[Stored items]
# # # # #

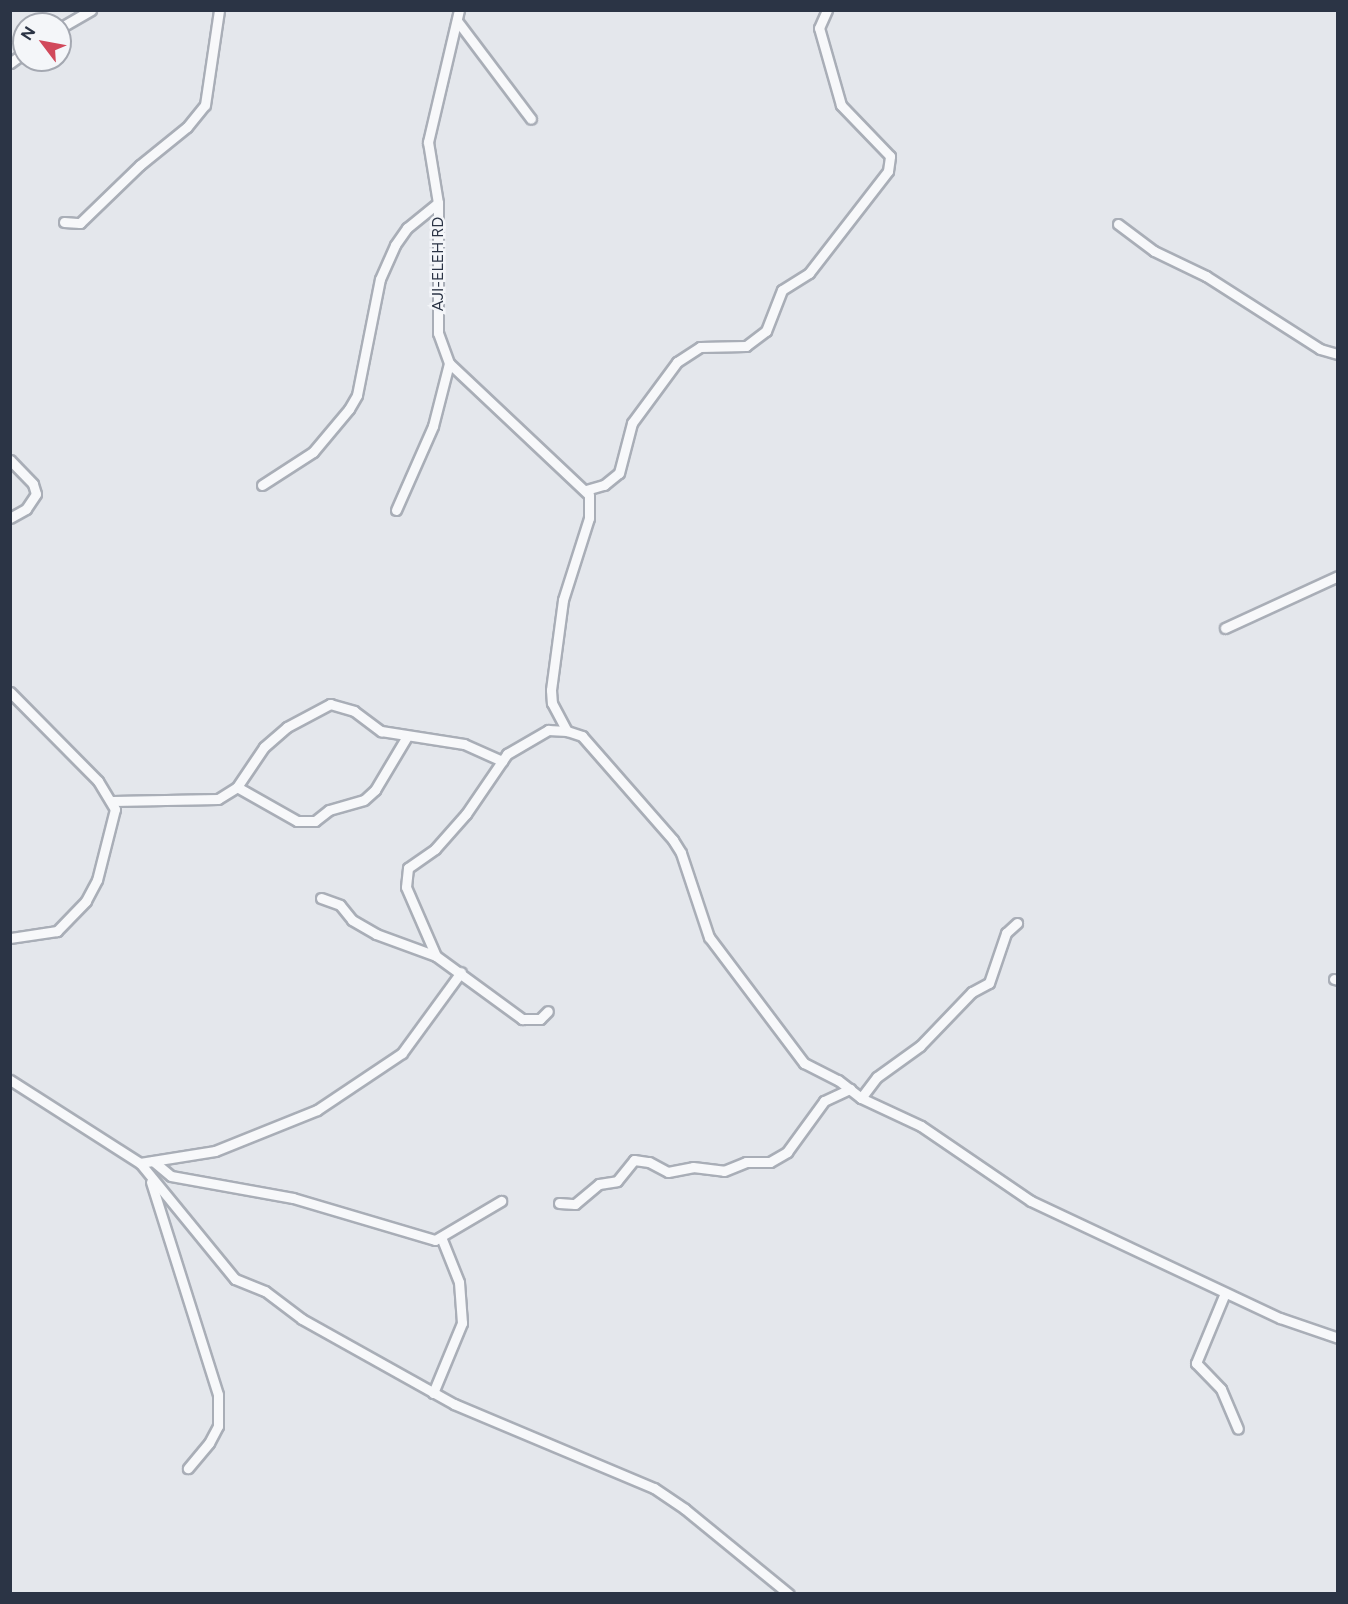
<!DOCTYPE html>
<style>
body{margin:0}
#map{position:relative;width:1348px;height:1604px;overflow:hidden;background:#e4e7ec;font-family:Figtree,sans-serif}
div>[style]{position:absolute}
.roads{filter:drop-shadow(2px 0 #a9aeb7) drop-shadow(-2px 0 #a9aeb7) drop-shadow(0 2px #a9aeb7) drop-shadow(0 -2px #a9aeb7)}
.minor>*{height:9px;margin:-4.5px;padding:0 4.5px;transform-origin:4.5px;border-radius:4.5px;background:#f7f8fa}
span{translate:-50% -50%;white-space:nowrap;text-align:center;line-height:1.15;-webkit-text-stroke:5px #f4f6f9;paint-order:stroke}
.street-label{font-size:16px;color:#2b3445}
.frame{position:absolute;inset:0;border:12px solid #2b3445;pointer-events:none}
.north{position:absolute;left:12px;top:12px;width:60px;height:60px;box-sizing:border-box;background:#f4f6f9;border:2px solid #a4a8b1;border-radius:50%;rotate:302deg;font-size:16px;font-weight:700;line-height:24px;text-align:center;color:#2b3445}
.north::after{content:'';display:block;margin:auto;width:21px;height:27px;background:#d1495b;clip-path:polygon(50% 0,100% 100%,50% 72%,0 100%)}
</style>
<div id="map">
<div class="roads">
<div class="minor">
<div style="left:458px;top:22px;width:121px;rotate:53deg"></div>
<div style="left:60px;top:28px;width:36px;rotate:-30deg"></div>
<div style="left:10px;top:63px;width:17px;rotate:-36deg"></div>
<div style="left:64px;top:222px;width:16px;rotate:4deg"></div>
<div style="left:80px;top:223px;width:83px;rotate:-44deg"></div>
<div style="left:140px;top:165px;width:60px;rotate:-39deg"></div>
<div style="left:187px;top:127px;width:28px;rotate:-51deg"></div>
<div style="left:205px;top:105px;width:96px;rotate:-81.6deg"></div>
<div style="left:1118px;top:224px;width:45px;rotate:36.9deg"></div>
<div style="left:1154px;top:251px;width:58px;rotate:25.7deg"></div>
<div style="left:1206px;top:276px;width:135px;rotate:32.6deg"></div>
<div style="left:1320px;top:349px;width:19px;rotate:16deg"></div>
<div style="left:449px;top:363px;width:192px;rotate:43.3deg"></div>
<div style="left:589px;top:495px;width:23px;rotate:90deg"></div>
<div style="left:589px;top:518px;width:86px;rotate:107.6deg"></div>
<div style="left:563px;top:600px;width:91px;rotate:97.6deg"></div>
<div style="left:551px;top:690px;width:13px;rotate:86deg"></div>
<div style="left:552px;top:703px;width:32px;rotate:62deg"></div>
<div style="left:10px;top:460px;width:33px;rotate:46deg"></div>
<div style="left:33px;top:484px;width:10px;rotate:73deg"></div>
<div style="left:36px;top:494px;width:18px;rotate:124deg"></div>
<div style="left:26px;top:509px;width:18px;rotate:151deg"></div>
<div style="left:262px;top:485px;width:61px;rotate:-32.9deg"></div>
<div style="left:313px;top:452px;width:56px;rotate:-50.1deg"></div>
<div style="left:349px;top:409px;width:16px;rotate:-60deg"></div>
<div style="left:357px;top:395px;width:118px;rotate:-78.8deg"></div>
<div style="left:380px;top:279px;width:37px;rotate:-66deg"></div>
<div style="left:395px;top:245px;width:21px;rotate:-55deg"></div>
<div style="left:407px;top:228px;width:40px;rotate:-39deg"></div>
<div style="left:586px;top:490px;width:19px;rotate:-16deg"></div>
<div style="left:604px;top:485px;width:19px;rotate:-39deg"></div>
<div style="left:619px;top:473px;width:52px;rotate:-75.4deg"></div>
<div style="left:632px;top:423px;width:76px;rotate:-53.6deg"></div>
<div style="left:677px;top:362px;width:27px;rotate:-33deg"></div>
<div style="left:700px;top:347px;width:46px;rotate:-1.2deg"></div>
<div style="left:746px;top:346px;width:25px;rotate:-37deg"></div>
<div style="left:766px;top:331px;width:44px;rotate:-68.7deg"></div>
<div style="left:782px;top:290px;width:32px;rotate:-32deg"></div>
<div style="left:809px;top:273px;width:129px;rotate:-52.2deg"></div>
<div style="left:888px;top:171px;width:15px;rotate:-82deg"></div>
<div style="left:890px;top:156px;width:71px;rotate:-133.9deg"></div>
<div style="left:841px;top:105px;width:80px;rotate:-105.9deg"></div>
<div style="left:819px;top:28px;width:20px;rotate:-66deg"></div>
<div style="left:396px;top:510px;width:92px;rotate:-66.2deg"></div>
<div style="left:433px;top:426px;width:65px;rotate:-75.7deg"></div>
<div style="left:449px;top:363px;width:32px;rotate:-110deg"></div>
<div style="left:438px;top:333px;width:130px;rotate:-90deg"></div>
<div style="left:438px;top:203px;width:62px;rotate:-99.3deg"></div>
<div style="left:428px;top:142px;width:136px;rotate:-76.8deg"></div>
<div style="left:1225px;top:628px;width:124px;rotate:-24.7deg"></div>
<div style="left:10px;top:692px;width:125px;rotate:45.3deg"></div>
<div style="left:98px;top:781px;width:33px;rotate:59deg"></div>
<div style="left:115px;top:809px;width:73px;rotate:104.2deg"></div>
<div style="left:97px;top:880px;width:24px;rotate:118deg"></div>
<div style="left:86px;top:901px;width:42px;rotate:134deg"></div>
<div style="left:57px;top:931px;width:48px;rotate:171.5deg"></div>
<div style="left:237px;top:787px;width:69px;rotate:29.5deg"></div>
<div style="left:297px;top:821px;width:18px"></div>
<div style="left:315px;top:821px;width:18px;rotate:-38deg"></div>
<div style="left:329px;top:810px;width:36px;rotate:-16deg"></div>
<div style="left:364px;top:800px;width:15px;rotate:-42deg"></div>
<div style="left:375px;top:790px;width:61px;rotate:-59.2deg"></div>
<div style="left:113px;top:801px;width:105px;rotate:-1.1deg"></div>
<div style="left:218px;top:799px;width:22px;rotate:-32deg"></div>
<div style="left:237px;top:787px;width:48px;rotate:-56deg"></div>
<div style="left:264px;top:747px;width:30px;rotate:-41deg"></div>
<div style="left:287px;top:727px;width:49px;rotate:-28.1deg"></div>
<div style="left:330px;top:704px;width:25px;rotate:16deg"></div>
<div style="left:354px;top:711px;width:34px;rotate:37deg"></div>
<div style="left:381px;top:731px;width:84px;rotate:8.9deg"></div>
<div style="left:464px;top:744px;width:42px;rotate:24.1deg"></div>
<div style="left:321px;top:898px;width:20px;rotate:20deg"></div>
<div style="left:340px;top:905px;width:19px;rotate:51deg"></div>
<div style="left:352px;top:920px;width:28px;rotate:30deg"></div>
<div style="left:376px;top:934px;width:64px;rotate:20.1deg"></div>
<div style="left:436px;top:956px;width:107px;rotate:36.2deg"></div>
<div style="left:522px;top:1019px;width:18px"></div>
<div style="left:540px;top:1019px;width:11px;rotate:-45deg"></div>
<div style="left:436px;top:956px;width:75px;rotate:-113.5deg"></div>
<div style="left:406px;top:887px;width:19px;rotate:-84deg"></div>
<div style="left:408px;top:868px;width:33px;rotate:-35deg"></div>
<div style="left:435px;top:849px;width:47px;rotate:-48.5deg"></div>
<div style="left:466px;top:814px;width:73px;rotate:-55.7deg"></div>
<div style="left:507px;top:754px;width:48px;rotate:-30.3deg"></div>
<div style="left:548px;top:730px;width:19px;rotate:3deg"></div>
<div style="left:567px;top:731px;width:16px;rotate:18deg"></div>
<div style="left:582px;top:736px;width:138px;rotate:48.8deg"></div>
<div style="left:673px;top:840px;width:15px;rotate:58deg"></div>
<div style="left:681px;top:853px;width:89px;rotate:71.6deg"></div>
<div style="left:709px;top:937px;width:158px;rotate:53deg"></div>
<div style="left:804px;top:1063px;width:38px;rotate:27deg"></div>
<div style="left:838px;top:1080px;width:29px;rotate:38deg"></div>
<div style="left:861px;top:1098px;width:66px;rotate:25deg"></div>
<div style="left:921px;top:1126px;width:133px;rotate:34.3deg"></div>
<div style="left:1031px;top:1201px;width:275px;rotate:25.2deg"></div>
<div style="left:1280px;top:1318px;width:61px;rotate:19deg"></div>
<div style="left:1334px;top:979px;width:4px;rotate:14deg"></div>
<div style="left:10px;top:1080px;width:154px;rotate:32.6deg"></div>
<div style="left:140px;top:1163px;width:150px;rotate:50.7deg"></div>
<div style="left:235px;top:1279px;width:32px;rotate:22deg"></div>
<div style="left:265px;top:1291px;width:46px;rotate:37.1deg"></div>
<div style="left:302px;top:1319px;width:174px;rotate:29.2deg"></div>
<div style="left:454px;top:1404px;width:217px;rotate:22.8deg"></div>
<div style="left:654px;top:1488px;width:37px;rotate:34deg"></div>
<div style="left:685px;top:1509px;width:134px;rotate:39.3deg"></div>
<div style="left:861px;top:1098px;width:26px;rotate:-53deg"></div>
<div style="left:877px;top:1077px;width:53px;rotate:-35.8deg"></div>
<div style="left:920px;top:1046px;width:75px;rotate:-46.1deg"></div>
<div style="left:972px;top:992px;width:19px;rotate:-28deg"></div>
<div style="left:989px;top:983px;width:53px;rotate:-71.2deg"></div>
<div style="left:1006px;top:933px;width:15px;rotate:-42deg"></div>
<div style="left:153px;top:1161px;width:23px;rotate:40deg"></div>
<div style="left:171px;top:1176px;width:124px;rotate:10.2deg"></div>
<div style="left:293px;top:1198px;width:148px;rotate:16.5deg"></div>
<div style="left:435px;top:1240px;width:77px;rotate:-30.6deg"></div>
<div style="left:140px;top:1163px;width:76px;rotate:-9.1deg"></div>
<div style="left:215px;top:1151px;width:110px;rotate:-21.9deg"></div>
<div style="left:317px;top:1110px;width:102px;rotate:-33.8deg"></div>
<div style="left:402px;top:1053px;width:100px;rotate:-53.9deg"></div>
<div style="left:151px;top:1182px;width:223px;rotate:72.5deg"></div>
<div style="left:218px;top:1395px;width:31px;rotate:90deg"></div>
<div style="left:218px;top:1426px;width:19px;rotate:118deg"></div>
<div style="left:209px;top:1443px;width:33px;rotate:130deg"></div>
<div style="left:559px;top:1203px;width:16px;rotate:4deg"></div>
<div style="left:575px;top:1204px;width:31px;rotate:-40deg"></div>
<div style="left:599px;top:1184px;width:18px;rotate:-9deg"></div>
<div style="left:617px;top:1181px;width:27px;rotate:-51deg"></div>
<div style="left:634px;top:1160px;width:15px;rotate:8deg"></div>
<div style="left:649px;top:1162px;width:21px;rotate:28deg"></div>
<div style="left:668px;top:1172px;width:25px;rotate:-11deg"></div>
<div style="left:693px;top:1167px;width:31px;rotate:7deg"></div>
<div style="left:724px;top:1171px;width:24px;rotate:-22deg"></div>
<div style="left:746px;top:1162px;width:24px"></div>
<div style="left:770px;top:1162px;width:20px;rotate:-30deg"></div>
<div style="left:787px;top:1152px;width:63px;rotate:-54deg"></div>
<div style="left:824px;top:1101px;width:29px;rotate:-25deg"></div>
<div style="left:1225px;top:1293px;width:76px;rotate:112.5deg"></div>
<div style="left:1196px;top:1363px;width:36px;rotate:46deg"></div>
<div style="left:1221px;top:1389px;width:43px;rotate:67deg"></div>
<div style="left:433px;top:1393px;width:76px;rotate:-67.5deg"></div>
<div style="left:462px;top:1323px;width:41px;rotate:-94.2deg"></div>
<div style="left:459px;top:1282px;width:48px;rotate:-111.8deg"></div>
</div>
</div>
<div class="street-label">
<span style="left:438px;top:264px;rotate:-90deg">AJI-ELEH RD</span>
</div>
<div class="frame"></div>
<div class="north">N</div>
</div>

# # # # #

DESCRIPTION OF THE TASK:
Begin at the first line of the entries and end at the line containing "0 #a9aeb7) drop-shadow(-2px": write out each line exactly, skipping pictures.

SOLUTION:
<!DOCTYPE html>
<style>
body{margin:0}
#map{position:relative;width:1348px;height:1604px;overflow:hidden;background:#e4e7ec;font-family:Figtree,sans-serif}
div>[style]{position:absolute}
.roads{filter:drop-shadow(2px 0 #a9aeb7) drop-shadow(-2px 0 #a9aeb7) drop-shadow(0 2px #a9aeb7) drop-shadow(0 -2px #a9aeb7)}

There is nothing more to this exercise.